More than a few times in our 20+ years of business, we have been called upon to suggest a material for an application before the design is finalized. With our line of metal-reinforced composites, we can offer a solution that is going to seal most joints successfully. We are also on the front end of a lot of gasket designs as well. We are proud to partner with OEM’s and fabricators and provide design assistance, which helps avoid the scramble at the end when the design and material don’t play nicely together.
If you are currently designing a gasket, or may ever design a gasket, read on for some gasket design warning signs and how they can negatively affect how well your gasket will seal…
Some Common Problems & Their Potential Solutions
1. If the temperatures are too hot, the material is burning up.
It may be aging with heat exposure, requiring that a higher temp material be used.
2. If the internal pressure is too high, the gasket is leaking.
Designers should be sure that sufficient flange load is available to obtain an initial seal and then maintain it over the long term.
3. If the material is crushing or splitting, the gasket is leaking.
This may be a result of too much flange load or the design of the flange itself. It may also be a result of material that is not correct for the application, or it might be too soft for the designed flange load.
4. Gasket is fracturing due to expansion/contraction, creating a leak path.
High temperatures can cause flanges to move with the heat expansion. Some materials will not tolerate this growth and contraction and tear apart. This can be rectified with a surface coating (anti-slip) or a different material altogether.
5. Gasket is not suitable for the fluid contained.
Compatibility should be verified so it does not degrade when exposed to fluid.
6. Gasket material may be swelling, indicating that degradation is present.
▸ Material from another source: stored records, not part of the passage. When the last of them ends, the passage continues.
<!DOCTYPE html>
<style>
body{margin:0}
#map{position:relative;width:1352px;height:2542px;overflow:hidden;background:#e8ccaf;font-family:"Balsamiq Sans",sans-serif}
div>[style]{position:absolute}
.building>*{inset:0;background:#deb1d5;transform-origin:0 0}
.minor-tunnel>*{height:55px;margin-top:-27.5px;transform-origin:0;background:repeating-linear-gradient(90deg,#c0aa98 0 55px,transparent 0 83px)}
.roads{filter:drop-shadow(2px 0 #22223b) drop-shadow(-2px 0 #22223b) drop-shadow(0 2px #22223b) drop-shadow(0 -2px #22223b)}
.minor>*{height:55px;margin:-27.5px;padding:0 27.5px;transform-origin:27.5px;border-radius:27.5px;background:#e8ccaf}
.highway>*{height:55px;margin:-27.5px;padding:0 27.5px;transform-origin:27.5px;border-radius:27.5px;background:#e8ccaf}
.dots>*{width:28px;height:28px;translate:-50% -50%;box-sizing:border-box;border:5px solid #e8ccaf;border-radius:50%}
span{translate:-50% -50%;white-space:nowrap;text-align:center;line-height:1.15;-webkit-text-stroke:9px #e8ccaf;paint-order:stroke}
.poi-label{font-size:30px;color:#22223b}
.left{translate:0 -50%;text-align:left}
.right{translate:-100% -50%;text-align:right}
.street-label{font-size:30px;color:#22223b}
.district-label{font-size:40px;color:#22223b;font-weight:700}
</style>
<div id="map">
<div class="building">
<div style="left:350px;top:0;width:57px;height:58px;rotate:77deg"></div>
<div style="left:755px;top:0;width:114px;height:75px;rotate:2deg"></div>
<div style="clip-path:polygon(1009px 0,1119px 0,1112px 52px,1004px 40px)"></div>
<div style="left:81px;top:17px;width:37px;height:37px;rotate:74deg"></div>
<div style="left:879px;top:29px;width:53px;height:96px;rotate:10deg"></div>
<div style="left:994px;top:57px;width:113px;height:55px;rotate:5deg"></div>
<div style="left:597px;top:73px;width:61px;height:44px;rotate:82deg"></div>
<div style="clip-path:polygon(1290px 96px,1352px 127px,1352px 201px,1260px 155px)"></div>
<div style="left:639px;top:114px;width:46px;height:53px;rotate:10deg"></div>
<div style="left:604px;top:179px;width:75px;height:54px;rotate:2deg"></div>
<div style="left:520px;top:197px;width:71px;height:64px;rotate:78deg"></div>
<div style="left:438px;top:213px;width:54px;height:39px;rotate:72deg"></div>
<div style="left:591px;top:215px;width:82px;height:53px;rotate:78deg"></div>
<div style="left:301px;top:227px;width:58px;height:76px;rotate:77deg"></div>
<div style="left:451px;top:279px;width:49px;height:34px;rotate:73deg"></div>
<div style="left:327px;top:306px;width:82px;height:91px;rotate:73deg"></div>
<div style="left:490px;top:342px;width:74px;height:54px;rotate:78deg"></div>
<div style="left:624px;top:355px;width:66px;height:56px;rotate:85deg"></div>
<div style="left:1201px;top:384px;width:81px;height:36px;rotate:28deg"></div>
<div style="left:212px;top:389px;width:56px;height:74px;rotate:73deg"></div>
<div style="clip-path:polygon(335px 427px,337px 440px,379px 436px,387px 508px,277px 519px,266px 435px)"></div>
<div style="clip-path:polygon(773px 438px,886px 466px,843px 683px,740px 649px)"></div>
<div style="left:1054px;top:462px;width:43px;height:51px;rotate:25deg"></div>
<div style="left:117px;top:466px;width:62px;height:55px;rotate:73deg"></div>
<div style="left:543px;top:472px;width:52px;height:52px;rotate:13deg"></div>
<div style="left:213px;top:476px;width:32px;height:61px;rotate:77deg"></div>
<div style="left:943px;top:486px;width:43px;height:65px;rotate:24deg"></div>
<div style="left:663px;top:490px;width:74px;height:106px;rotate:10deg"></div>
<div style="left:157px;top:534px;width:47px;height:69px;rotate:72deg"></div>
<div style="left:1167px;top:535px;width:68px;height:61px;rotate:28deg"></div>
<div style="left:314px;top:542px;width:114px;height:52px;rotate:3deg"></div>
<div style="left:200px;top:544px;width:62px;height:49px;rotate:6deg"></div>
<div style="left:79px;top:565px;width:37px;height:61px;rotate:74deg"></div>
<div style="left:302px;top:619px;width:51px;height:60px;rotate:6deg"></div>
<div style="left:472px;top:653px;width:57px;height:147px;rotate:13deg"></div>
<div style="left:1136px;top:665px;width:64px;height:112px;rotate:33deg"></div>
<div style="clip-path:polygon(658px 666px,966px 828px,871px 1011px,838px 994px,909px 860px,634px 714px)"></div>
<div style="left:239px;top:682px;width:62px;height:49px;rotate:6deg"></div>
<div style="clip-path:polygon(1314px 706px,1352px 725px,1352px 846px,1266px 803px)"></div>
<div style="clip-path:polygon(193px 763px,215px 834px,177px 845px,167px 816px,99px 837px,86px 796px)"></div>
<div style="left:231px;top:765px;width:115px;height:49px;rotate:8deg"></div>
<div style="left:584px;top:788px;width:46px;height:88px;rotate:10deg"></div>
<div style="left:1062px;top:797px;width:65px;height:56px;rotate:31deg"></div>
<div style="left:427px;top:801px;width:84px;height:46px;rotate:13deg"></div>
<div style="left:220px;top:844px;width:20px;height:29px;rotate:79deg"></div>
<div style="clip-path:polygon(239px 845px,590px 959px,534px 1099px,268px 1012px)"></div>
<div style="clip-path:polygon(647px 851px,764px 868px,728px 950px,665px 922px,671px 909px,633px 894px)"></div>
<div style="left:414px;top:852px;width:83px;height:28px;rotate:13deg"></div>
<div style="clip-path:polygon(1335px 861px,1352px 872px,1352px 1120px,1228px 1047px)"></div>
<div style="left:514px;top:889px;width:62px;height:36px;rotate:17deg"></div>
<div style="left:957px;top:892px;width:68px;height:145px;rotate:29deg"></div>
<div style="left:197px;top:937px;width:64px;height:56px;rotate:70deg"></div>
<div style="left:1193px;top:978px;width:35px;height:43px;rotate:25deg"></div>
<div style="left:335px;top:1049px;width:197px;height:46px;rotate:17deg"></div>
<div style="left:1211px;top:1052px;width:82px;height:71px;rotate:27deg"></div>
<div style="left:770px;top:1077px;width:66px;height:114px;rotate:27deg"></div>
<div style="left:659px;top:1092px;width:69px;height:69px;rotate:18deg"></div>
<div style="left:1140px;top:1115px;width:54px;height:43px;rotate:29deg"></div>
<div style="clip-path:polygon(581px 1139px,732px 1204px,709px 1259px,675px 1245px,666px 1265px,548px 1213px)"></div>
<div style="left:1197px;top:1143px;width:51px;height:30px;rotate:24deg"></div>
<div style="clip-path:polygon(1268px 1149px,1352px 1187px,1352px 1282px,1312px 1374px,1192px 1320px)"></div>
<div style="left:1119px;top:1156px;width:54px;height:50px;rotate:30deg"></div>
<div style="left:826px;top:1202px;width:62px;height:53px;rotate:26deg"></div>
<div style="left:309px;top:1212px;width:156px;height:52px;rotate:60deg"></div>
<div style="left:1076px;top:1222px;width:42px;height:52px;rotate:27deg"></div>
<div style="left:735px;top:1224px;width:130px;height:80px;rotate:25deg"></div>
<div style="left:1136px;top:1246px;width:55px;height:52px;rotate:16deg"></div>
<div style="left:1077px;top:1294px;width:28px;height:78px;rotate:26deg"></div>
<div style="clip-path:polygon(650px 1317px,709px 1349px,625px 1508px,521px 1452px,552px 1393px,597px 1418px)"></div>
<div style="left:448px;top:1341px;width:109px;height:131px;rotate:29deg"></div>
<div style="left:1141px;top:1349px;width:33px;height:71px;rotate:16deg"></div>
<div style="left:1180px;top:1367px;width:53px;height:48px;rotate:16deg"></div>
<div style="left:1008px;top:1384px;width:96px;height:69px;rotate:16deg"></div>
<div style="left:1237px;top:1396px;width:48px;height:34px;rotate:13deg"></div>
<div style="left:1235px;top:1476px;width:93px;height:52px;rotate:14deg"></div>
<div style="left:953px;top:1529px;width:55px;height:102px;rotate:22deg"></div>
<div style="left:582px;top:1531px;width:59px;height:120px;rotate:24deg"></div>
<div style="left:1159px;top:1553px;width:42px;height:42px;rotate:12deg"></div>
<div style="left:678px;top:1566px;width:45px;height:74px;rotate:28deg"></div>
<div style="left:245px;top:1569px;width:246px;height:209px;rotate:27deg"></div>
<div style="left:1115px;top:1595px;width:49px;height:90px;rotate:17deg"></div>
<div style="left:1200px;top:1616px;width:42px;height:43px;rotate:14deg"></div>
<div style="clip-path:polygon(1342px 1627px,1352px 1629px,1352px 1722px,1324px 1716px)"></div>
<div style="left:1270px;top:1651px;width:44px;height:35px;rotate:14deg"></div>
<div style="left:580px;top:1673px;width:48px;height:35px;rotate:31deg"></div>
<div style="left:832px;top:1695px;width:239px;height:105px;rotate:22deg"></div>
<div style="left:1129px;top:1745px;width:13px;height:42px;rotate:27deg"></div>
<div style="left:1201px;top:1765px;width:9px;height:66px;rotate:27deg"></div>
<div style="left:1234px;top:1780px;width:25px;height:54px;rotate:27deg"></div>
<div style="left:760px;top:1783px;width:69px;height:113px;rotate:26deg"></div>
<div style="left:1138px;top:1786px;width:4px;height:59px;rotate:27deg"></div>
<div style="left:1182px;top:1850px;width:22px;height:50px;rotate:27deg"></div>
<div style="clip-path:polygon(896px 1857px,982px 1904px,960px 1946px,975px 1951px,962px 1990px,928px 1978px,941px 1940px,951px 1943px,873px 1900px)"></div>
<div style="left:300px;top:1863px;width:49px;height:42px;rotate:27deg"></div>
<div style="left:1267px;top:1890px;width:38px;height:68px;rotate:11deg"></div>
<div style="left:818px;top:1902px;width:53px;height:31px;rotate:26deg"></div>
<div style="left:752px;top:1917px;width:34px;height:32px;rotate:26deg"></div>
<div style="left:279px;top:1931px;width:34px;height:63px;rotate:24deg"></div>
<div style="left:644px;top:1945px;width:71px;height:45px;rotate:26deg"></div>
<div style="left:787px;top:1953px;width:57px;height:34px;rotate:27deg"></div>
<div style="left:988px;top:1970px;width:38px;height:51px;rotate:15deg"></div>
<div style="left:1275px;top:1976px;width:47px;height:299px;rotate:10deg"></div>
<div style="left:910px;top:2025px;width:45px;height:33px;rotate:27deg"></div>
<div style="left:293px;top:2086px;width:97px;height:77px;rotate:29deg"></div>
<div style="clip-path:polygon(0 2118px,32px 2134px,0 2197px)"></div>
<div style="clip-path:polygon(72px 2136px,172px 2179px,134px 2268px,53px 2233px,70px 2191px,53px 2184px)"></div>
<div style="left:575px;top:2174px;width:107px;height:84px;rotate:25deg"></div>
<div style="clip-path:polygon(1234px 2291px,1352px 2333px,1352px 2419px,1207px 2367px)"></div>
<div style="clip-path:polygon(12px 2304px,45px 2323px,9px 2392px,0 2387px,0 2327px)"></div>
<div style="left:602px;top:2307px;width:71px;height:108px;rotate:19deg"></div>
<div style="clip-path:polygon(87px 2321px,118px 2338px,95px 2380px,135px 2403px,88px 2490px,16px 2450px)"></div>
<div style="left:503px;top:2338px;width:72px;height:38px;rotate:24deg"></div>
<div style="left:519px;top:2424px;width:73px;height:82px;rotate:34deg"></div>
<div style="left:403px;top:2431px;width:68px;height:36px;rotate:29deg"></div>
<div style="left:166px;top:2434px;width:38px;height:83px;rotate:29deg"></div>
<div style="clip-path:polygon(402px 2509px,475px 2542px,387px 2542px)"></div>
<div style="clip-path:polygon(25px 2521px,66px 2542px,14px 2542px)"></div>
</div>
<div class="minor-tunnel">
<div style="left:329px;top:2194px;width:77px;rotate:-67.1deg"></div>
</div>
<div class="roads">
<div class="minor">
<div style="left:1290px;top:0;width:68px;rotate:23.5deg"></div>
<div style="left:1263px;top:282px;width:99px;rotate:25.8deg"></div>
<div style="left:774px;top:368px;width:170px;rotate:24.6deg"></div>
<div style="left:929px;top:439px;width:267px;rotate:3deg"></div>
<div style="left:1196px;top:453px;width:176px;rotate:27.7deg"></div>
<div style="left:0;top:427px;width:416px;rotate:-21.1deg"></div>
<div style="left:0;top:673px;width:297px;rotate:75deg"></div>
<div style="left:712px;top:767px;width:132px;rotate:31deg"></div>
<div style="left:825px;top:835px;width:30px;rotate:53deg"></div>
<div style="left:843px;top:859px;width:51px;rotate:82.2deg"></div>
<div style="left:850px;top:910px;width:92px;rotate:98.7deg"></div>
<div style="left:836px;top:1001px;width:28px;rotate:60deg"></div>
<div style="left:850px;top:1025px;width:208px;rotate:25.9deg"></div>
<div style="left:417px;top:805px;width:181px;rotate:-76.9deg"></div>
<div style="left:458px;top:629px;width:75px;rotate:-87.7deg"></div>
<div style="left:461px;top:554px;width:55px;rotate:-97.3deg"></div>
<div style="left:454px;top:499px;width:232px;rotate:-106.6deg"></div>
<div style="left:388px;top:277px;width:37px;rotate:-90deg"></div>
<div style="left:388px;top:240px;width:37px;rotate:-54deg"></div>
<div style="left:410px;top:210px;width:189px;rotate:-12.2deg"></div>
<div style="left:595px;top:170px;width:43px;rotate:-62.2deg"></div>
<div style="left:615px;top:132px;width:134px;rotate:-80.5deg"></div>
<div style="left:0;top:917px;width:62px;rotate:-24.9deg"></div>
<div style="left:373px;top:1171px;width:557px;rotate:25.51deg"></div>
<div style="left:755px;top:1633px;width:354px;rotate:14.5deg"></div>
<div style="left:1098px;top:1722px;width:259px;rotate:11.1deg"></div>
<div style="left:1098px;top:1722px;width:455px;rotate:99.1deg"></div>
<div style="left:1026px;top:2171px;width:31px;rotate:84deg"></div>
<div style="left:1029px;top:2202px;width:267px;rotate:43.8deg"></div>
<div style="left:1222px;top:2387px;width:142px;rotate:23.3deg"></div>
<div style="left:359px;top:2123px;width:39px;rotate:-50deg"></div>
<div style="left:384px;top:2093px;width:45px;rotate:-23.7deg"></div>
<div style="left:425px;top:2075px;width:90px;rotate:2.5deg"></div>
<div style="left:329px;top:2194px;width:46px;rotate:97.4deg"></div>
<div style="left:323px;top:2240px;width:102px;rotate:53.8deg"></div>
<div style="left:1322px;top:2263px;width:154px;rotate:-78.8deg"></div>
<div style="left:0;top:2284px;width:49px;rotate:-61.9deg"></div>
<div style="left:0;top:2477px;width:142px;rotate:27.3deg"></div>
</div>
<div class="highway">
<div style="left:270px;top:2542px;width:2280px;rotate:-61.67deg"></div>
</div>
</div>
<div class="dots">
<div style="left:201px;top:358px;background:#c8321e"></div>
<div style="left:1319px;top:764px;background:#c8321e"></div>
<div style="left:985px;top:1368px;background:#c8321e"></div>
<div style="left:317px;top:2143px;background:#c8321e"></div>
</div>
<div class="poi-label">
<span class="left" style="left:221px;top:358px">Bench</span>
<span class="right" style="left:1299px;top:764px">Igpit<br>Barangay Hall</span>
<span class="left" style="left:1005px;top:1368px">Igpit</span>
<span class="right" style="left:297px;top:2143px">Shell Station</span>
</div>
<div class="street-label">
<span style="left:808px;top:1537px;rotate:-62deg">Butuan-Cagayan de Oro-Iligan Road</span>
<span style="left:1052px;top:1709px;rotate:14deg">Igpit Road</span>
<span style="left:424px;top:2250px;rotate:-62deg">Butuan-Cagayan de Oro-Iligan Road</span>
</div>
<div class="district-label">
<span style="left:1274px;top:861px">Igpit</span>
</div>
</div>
Some degree of swelling is typically acceptable. However, excessive swelling is an indicator of breakdown of the material and a suggestion that long-term performance may be questionable.
Now You Know
Even though there are technically advanced gasket materials out there, nothing beats a great design. As a design engineer, your #1 goal is to design something that will meet the requirements of your application. Getting your gasket material manufacturer involved before testing to ensure the design and the gasket material will work together is only going to help you achieve your goal.